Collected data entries
[Start of section]

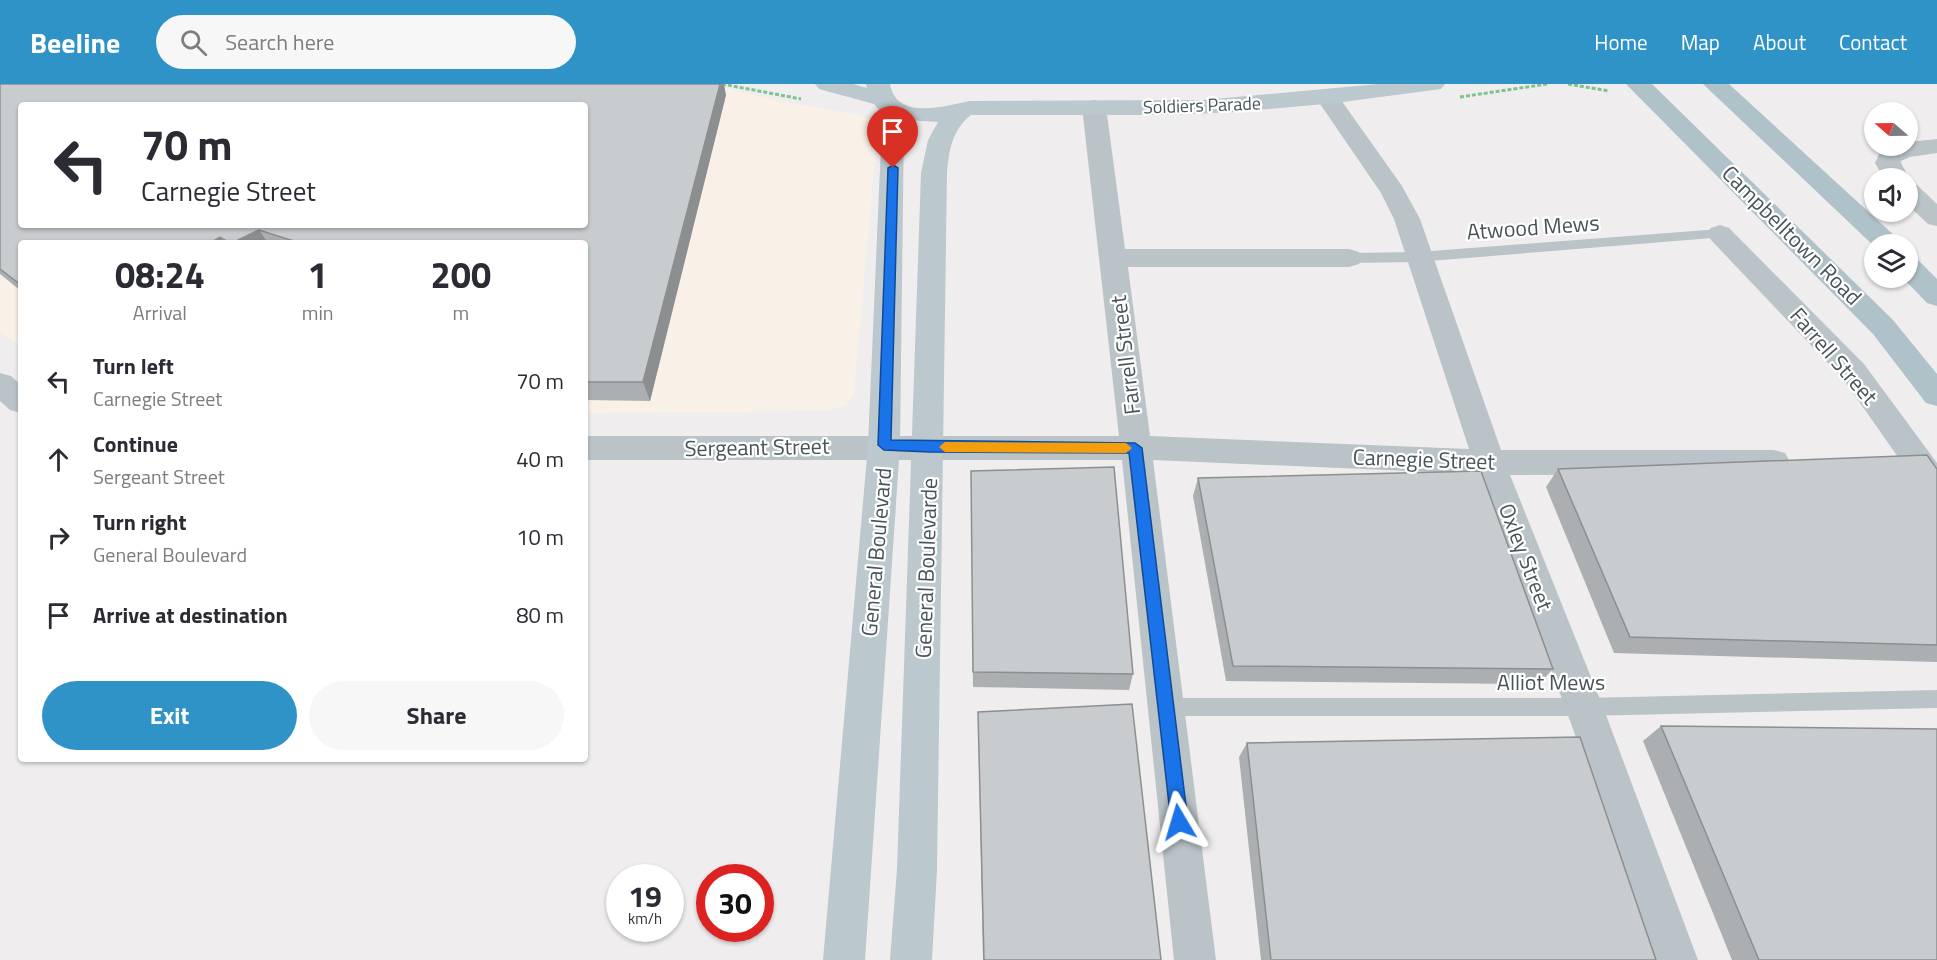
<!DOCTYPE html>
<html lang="en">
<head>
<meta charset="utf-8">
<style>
	:root { --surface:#fff; --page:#f7f7f7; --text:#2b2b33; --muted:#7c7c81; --accent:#2f93c8 }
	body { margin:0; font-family:"Titillium Web",sans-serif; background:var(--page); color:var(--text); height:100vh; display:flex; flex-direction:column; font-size:22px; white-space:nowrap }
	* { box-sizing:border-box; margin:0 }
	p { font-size:20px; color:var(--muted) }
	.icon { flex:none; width:33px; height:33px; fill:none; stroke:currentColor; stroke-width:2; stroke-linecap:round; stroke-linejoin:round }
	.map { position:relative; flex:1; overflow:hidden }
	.panel { position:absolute; left:18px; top:156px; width:570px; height:522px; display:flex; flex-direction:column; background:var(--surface); border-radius:6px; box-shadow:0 2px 4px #0004 }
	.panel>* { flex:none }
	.hud { position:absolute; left:18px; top:18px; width:570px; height:126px; border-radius:6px; box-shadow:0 2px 4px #0004; background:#fff; color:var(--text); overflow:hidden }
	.needle { width:39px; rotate:290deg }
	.buttons { position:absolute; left:1864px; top:18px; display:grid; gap:12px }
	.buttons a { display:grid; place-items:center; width:54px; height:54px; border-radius:50%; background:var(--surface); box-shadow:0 2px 4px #0004; font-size:30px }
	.speed { position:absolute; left:606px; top:780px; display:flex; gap:12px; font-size:30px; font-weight:700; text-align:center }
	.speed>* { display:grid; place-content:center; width:78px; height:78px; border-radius:50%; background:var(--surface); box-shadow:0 2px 4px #0004; line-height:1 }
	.speed small { font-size:15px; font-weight:400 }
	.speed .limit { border:9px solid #d22; background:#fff; color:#111 }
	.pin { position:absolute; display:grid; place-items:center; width:51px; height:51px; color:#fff; margin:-62px -26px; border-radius:50% 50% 50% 0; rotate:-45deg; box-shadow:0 0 6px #0007 }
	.pin .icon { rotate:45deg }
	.me { position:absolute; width:66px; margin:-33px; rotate:353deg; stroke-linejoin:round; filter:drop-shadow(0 0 4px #0008) }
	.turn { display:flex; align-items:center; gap:21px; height:126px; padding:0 24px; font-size:27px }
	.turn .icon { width:78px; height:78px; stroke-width:2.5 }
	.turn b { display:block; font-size:42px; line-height:51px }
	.eta { display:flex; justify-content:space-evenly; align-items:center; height:102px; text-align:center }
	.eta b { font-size:36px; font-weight:700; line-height:42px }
	.cta { display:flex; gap:12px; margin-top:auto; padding:12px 24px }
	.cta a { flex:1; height:69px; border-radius:36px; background:var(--accent); color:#fff; font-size:24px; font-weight:700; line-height:69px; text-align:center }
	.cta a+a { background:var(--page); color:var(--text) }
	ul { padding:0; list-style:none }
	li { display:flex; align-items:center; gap:18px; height:78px; padding:0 24px }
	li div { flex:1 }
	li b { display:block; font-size:22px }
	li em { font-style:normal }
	header { display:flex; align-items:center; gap:36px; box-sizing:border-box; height:84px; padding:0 30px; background:var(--accent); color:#fff }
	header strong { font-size:28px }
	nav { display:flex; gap:33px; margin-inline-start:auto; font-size:21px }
	.search { width:420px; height:54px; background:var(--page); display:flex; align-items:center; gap:15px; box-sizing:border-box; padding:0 21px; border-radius:33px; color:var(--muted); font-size:22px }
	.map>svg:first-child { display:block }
	.commercial { fill:#f9f0e8; fill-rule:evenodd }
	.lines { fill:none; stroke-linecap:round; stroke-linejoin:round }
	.path { stroke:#7dc291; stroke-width:3; stroke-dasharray:4 2; stroke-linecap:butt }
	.lane { fill:#bac4c8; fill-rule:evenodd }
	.street { fill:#bac4c8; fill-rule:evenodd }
	.secondary { fill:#bbc8cd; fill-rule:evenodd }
	.primary { fill:#b0c2c9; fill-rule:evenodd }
	.wall { fill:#acafb1 }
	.shaded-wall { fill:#8c8f90 }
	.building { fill:#c8ccce; stroke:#8c8f90; stroke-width:1.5; fill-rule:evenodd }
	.route { fill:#1a73e8; stroke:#114b97; stroke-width:1.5 }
	.slow { fill:#f59e0b }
	.labels { text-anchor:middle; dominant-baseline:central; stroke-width:4.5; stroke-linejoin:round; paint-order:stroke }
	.far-street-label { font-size:18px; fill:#485458; stroke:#fff }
	.street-label { font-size:22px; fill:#485458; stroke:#fff }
</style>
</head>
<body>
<header>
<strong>Beeline</strong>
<div class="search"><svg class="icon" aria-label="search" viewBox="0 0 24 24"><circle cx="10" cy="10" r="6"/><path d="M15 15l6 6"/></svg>Search here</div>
<nav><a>Home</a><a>Map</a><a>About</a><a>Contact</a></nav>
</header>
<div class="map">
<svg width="1937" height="876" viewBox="0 0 1937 876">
	<rect width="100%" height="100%" fill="#f0edee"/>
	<path class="commercial" d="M0,0h709l75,18 75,13 19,8 -24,269 -8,14 -20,5 -241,2v-170h-564v105l-21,-17zM21,21h564v120h-564z"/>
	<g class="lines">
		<g class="path">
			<polyline points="722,0 801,15"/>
			<polyline points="1568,0 1609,7"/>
			<polyline points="1460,13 1547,0"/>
		</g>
		<g class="lane">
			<polygon points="1720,145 1727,150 1725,153 1418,178 1349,179 1342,174 1349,169 1418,168"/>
			<polygon points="1937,606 1937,624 1584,632 1166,632 1159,630 1156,623 1159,616 1166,614 1584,614"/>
		</g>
		<g class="street">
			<polygon points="1328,7 1336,9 1402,102 1420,135 1501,366 1774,366 1785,369 1790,378 1785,387 1774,390 1510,391 1603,623 1698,876 1656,876 1565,623 1478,390 1153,376 1216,876 1174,876 1122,376 585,376 585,352 1119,352 1082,23 1086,18 1094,16 1102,18 1106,23 1125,165 1349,165 1359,168 1363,174 1359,180 1349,183 1128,183 1150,352 1469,365 1394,135 1381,109 1316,14 1320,9"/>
			<polygon points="1937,55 1937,69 1910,73 1901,77 1901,79 1909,94 1908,95 1884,94 1875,79 1880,68 1894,62 1908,62 1908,58"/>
			<polygon points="1908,99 1917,101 1937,120 1937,142 1928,140 1908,121"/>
			<polygon points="1720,141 1729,144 1864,280 1937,379 1937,417 1926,413 1844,296 1711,156 1707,150 1711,144"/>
			<polygon points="0,289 11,292 21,301 21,329 10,326 0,317"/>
		</g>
		<path class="secondary" d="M815,0h38l14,4 -1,-4h24c6,36 53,23 79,17l234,-1 176,-16h66l-4,5 -106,14 -99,9 -66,3h-199c-19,15 -22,35 -24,58l-10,696 -5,91h-42l7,-91 24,-696 7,-33 10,-18 -34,-2 -4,325 -35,515h-42l45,-515 13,-300 -1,-34 -6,-7 -55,-15z"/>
		<g class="primary">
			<polygon points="1626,0 1652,0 1893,236 1937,290 1937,322 1926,319 1873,250"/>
			<polygon points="1703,0 1729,0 1897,154 1901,160 1875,160 1875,163"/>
			<polygon points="1908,173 1918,176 1937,195 1937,222 1927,219 1903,194 1908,194"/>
		</g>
	</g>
	<g class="wall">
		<polygon points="0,0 726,11 650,317 585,316 585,159 21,159 21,207 0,190"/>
		<polygon points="1558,385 1937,385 1937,578 1614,569 1546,403"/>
		<polygon points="971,387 1133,590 1129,606 973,603"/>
		<polygon points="1198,394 1553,585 1539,600 1226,597 1193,412"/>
		<polygon points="978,628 1161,876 983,876"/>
		<polygon points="1661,642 1937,876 1732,876 1643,657"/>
		<polygon points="1247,659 1656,876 1261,876 1239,673"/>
	</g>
	<g class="shaded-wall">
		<polygon points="720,0 724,0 726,11 650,317 643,298"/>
		<polygon points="259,146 268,159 232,159"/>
		<polygon points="220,153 224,159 210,159"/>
	</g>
	<g class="building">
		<path d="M0,0h720l-77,298h-58v-139h-285l-41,-13 -27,13h-2l-10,-6 -10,6h-189v42l-21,-16zM21,21h564v120h-564z"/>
		<polygon points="1927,371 1937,385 1937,561 1630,553 1558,385"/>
		<polygon points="1114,383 1133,590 973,588 971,387"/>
		<polygon points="1481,387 1553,585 1233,582 1198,394"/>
		<polygon points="1132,620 1161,876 984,876 978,628"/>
		<polygon points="1661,642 1937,645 1937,876 1759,876"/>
		<polygon points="1580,653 1656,876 1271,876 1247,659"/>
	</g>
	<polygon class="route" points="893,81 898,84 891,356 1135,359 1142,364 1188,738 1185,744 1179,746 1174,744 1171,738 1129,369 929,368 884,366 878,361 888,84"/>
	<polygon class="slow" points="945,358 1126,359 1132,364 1126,369 945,368 939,363"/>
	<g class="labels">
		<g class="far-street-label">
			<text transform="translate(1202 21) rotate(-2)">Soldiers Parade</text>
		</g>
		<g class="street-label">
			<text transform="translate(1533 143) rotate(-4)">Atwood Mews</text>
			<text transform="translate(1792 151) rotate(45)">Campbelltown Road</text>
			<text transform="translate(1125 271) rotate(-97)">Farrell Street</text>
			<text transform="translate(1834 272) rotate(49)">Farrell Street</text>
			<text transform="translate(757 363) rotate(-1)">Sergeant Street</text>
			<text transform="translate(1424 375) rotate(2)">Carnegie Street</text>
			<text transform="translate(876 468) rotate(-85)">General Boulevard</text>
			<text transform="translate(1526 473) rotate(69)">Oxley Street</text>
			<text transform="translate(926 484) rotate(-88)">General Boulevarde</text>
			<text x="1551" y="598">Alliot Mews</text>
		</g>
	</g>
</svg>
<div class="buttons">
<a><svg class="needle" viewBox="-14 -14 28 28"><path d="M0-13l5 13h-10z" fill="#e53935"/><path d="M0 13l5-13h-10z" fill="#7c7c81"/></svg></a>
<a><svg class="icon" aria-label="sound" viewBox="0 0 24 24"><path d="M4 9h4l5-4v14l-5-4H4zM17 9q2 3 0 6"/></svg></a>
<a><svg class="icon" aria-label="layers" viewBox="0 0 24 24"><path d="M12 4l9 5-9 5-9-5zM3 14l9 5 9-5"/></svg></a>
</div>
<div class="speed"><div>19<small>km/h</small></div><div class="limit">30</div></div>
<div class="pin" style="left:893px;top:84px;background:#d93025"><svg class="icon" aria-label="arrive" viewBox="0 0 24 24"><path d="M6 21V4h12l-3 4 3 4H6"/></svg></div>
<svg class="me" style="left:1179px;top:738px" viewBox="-20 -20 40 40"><path d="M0-17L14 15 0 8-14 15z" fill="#1a73e8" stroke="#fff" stroke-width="4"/></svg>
<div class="hud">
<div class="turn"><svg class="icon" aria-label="left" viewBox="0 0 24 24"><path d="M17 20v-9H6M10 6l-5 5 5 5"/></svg><div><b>70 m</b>Carnegie Street</div></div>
</div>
<section class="panel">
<div class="eta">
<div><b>08:24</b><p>Arrival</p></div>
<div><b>1</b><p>min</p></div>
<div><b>200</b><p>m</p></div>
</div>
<ul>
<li><svg class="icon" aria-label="left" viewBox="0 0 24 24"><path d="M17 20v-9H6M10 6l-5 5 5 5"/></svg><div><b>Turn left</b><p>Carnegie Street</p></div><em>70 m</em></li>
<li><svg class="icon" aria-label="ahead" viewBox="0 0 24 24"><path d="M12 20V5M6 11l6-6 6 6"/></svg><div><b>Continue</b><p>Sergeant Street</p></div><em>40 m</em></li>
<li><svg class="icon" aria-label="right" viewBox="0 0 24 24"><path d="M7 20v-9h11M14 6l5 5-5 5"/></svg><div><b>Turn right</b><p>General Boulevard</p></div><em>10 m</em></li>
<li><svg class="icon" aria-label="arrive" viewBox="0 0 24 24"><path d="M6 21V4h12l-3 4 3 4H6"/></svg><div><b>Arrive at destination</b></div><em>80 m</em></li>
</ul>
<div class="cta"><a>Exit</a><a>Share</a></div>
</section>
</div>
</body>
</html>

[End of section]

> THE PROBLEM
The output is the lines from the start of the data above through the line containing "display:flex; align-items:center; gap:21px;", unchanged, with any picture left out.

> PROBLEM SOLUTION
<!DOCTYPE html>
<html lang="en">
<head>
<meta charset="utf-8">
<style>
	:root { --surface:#fff; --page:#f7f7f7; --text:#2b2b33; --muted:#7c7c81; --accent:#2f93c8 }
	body { margin:0; font-family:"Titillium Web",sans-serif; background:var(--page); color:var(--text); height:100vh; display:flex; flex-direction:column; font-size:22px; white-space:nowrap }
	* { box-sizing:border-box; margin:0 }
	p { font-size:20px; color:var(--muted) }
	.icon { flex:none; width:33px; height:33px; fill:none; stroke:currentColor; stroke-width:2; stroke-linecap:round; stroke-linejoin:round }
	.map { position:relative; flex:1; overflow:hidden }
	.panel { position:absolute; left:18px; top:156px; width:570px; height:522px; display:flex; flex-direction:column; background:var(--surface); border-radius:6px; box-shadow:0 2px 4px #0004 }
	.panel>* { flex:none }
	.hud { position:absolute; left:18px; top:18px; width:570px; height:126px; border-radius:6px; box-shadow:0 2px 4px #0004; background:#fff; color:var(--text); overflow:hidden }
	.needle { width:39px; rotate:290deg }
	.buttons { position:absolute; left:1864px; top:18px; display:grid; gap:12px }
	.buttons a { display:grid; place-items:center; width:54px; height:54px; border-radius:50%; background:var(--surface); box-shadow:0 2px 4px #0004; font-size:30px }
	.speed { position:absolute; left:606px; top:780px; display:flex; gap:12px; font-size:30px; font-weight:700; text-align:center }
	.speed>* { display:grid; place-content:center; width:78px; height:78px; border-radius:50%; background:var(--surface); box-shadow:0 2px 4px #0004; line-height:1 }
	.speed small { font-size:15px; font-weight:400 }
	.speed .limit { border:9px solid #d22; background:#fff; color:#111 }
	.pin { position:absolute; display:grid; place-items:center; width:51px; height:51px; color:#fff; margin:-62px -26px; border-radius:50% 50% 50% 0; rotate:-45deg; box-shadow:0 0 6px #0007 }
	.pin .icon { rotate:45deg }
	.me { position:absolute; width:66px; margin:-33px; rotate:353deg; stroke-linejoin:round; filter:drop-shadow(0 0 4px #0008) }
	.turn { display:flex; align-items:center; gap:21px; height:126px; padding:0 24px; font-size:27px }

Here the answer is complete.